Istanbul Institute of
Russian and Sovietic Studies
2nd Appendix to our article “Understanding the prodigy of Sergei Eisenstein”
Marie Seton relates the depression of Eisenstein to not being able to complete Sinclair’s project in Mexico. Marie Seton’s evaluation, however, expresses only some part of the truth – the part that is compatible with the Eisenstein myth she created, making it convenient to be told to the masses. The reason why Upton Sinclair stopped the project and fired Eisenstein was the exposure of Eisenstein’s relationship with his guide. This disclosure was the last drop. Upton’s wife, Marie Craig Sinclair got off at half-cock seeing Eisenstein’s bohemian life without being able to produce any piece of viewable film having spent months for burning thousands of meters of negatives.
The film Potemkin Battleship, shot in 1925, had not attracted any public interest in Russia. Although the film was the government’s order, it was not supported by the government: it was shown in a single cinema in Moscow and for only one week. It was then thrown to the stockroom. The reason why the government – despite it was its own order – did not support the film was the result of a serial of “bad” coincidences:
The draft scenario of the Shutko + Tretyakov duo was telling about the 1905 uprisings in many aspects. However, Eisenstein and his team did not read the script before beginning the shootings. They were therefore unaware of the scale of the scenario and had no plans for the organization of the shootings. They first came to Petrograd and began shooting the protests in front of the Winter Palace. But the weather suddenly changed getting freezy cold, so they postponed the filming there and they went to Odessa for filming the parts about the ship rebellion.

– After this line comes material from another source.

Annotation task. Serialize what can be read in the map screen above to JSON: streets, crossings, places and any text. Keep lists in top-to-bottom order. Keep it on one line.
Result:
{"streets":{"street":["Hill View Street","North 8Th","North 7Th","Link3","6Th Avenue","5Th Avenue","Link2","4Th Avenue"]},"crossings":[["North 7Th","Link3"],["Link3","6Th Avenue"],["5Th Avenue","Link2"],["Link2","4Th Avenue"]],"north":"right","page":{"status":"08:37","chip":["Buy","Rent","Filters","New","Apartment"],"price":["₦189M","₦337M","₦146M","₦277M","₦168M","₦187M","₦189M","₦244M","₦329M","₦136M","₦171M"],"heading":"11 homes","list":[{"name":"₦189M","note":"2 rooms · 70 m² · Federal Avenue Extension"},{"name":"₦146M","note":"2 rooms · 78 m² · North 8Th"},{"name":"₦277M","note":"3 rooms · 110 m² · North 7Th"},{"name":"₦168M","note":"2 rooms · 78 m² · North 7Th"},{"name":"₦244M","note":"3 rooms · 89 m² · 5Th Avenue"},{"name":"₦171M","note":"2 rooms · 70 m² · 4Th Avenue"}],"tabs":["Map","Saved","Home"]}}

Marie Seton‘s 550-page Eisenstein biography, which nine out of ten sentences consists of polished romanticised exaggerations on Eisenstein, writes that the script detailed in Odessa was the work of Eisenstein. All other sources however, falsifies Marie Seton, confirming that the latest version was written by the famous Soviet screenwriter Nina Agadzhanova Shutko. And it was only after shooting the sections on the ship uprising that the team had seen that this part was long enough to make a film and so they skipped other parts.
Then the authorities watched the film and seeing that the plot was mainly on the ship revolt, they stopped promoting the film. Because they feared that the film could recall the 1921 Kronstadt Rebellion.

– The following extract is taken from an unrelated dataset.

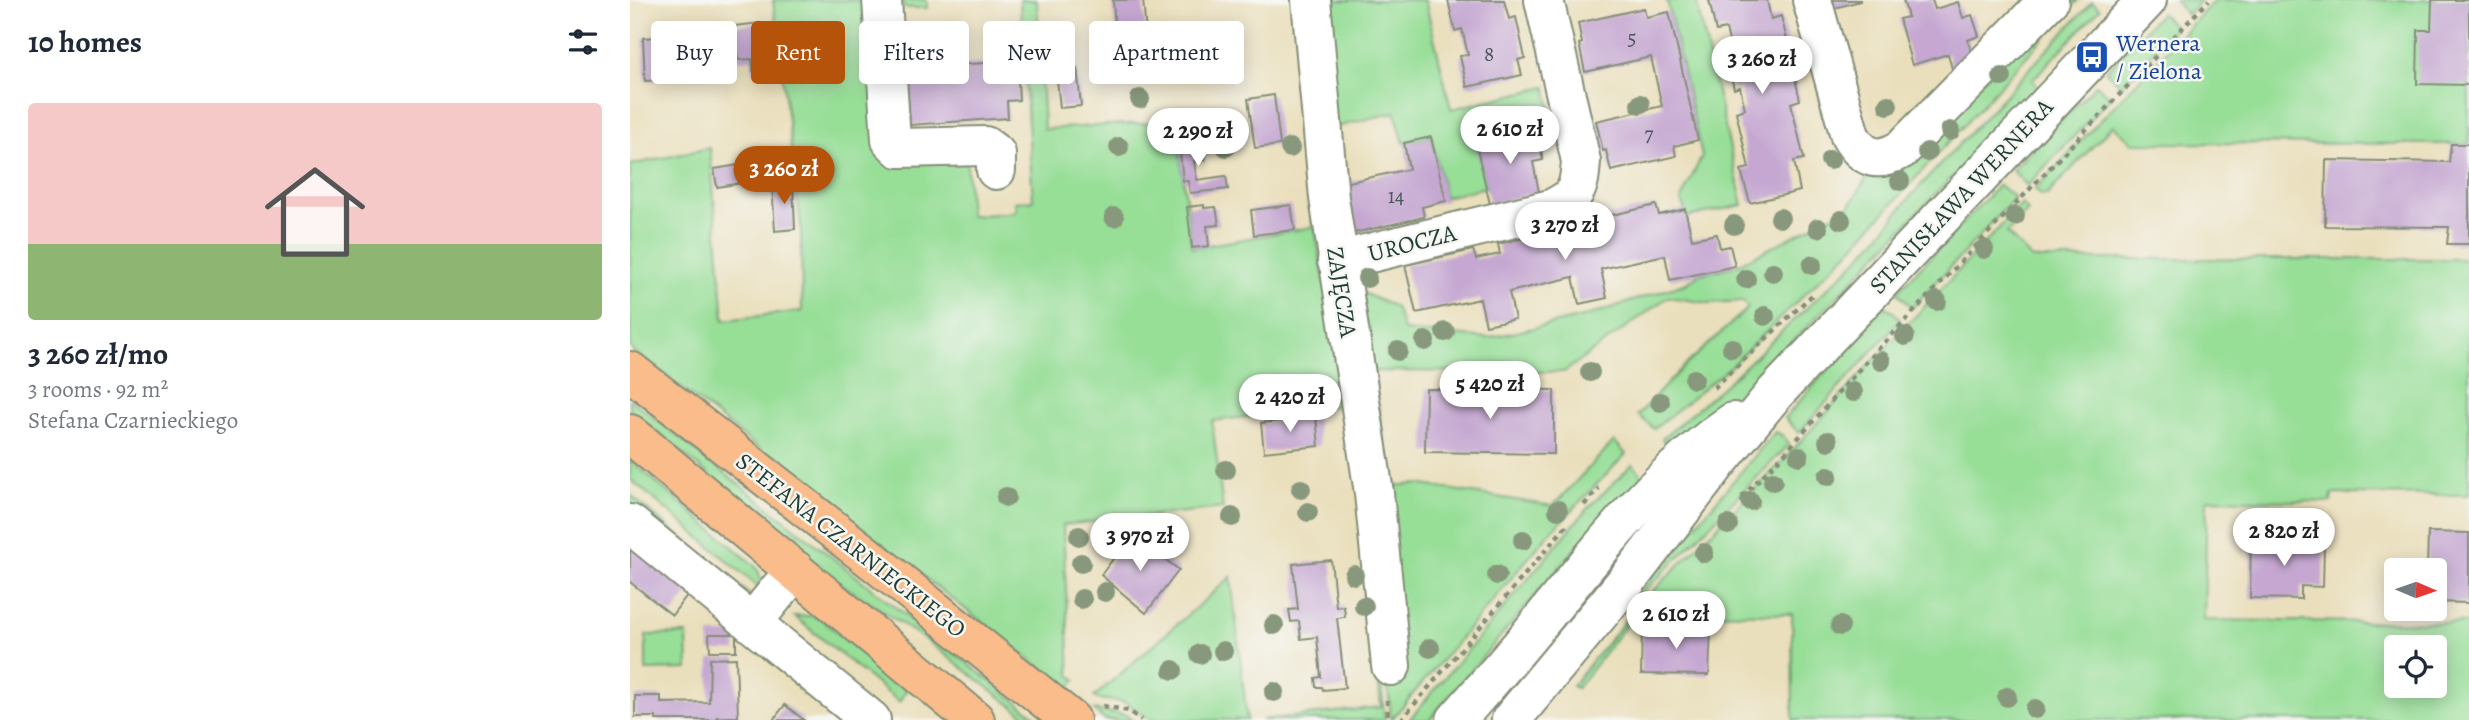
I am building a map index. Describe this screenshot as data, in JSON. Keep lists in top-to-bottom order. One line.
{"streets":{"main road":["STEFANA CZARNIECKIEGO"],"street":["STANISŁAWA WERNERA","UROCZA","ZAJĘCZA"]},"crossings":[["UROCZA","ZAJĘCZA"]],"places":{"bus stop":["Wernera / Zielona"]},"house_numbers":["5","8","7","14"],"north":"right","page":{"heading":"10 homes","chip":["Buy","Rent","Filters","New","Apartment"],"price":["3 260 zł","2 610 zł","2 290 zł","3 260 zł","3 270 zł","5 420 zł","2 420 zł","2 820 zł","3 970 zł","2 610 zł"],"list":[{"name":"3 260 zł/mo","note":"3 rooms · 92 m² · Stefana Czarnieckiego"}]}}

With Mayakovsky‘s intervention, the negatives were then taken from the stockroom and sent to Berlin. Since the film was too awful to be shown in the West, the famous German director Piel Jutzi was commissioned to trim and reassemble the 45km negatives. He re-assembled a 1.7km viewable film. The premiere was held in Berlin in 1926 with the participation of celebrities of its time, statesmen and an international press campaign presenting the film as a great art masterpiece.
Through this Eisenstein phenomenon, which provides an excellent example of art-politics relationship, in order to figure out how this fabrication of “artwork” and “genius artist” works step by step, we have studied the western links of Sergei Eisenstein.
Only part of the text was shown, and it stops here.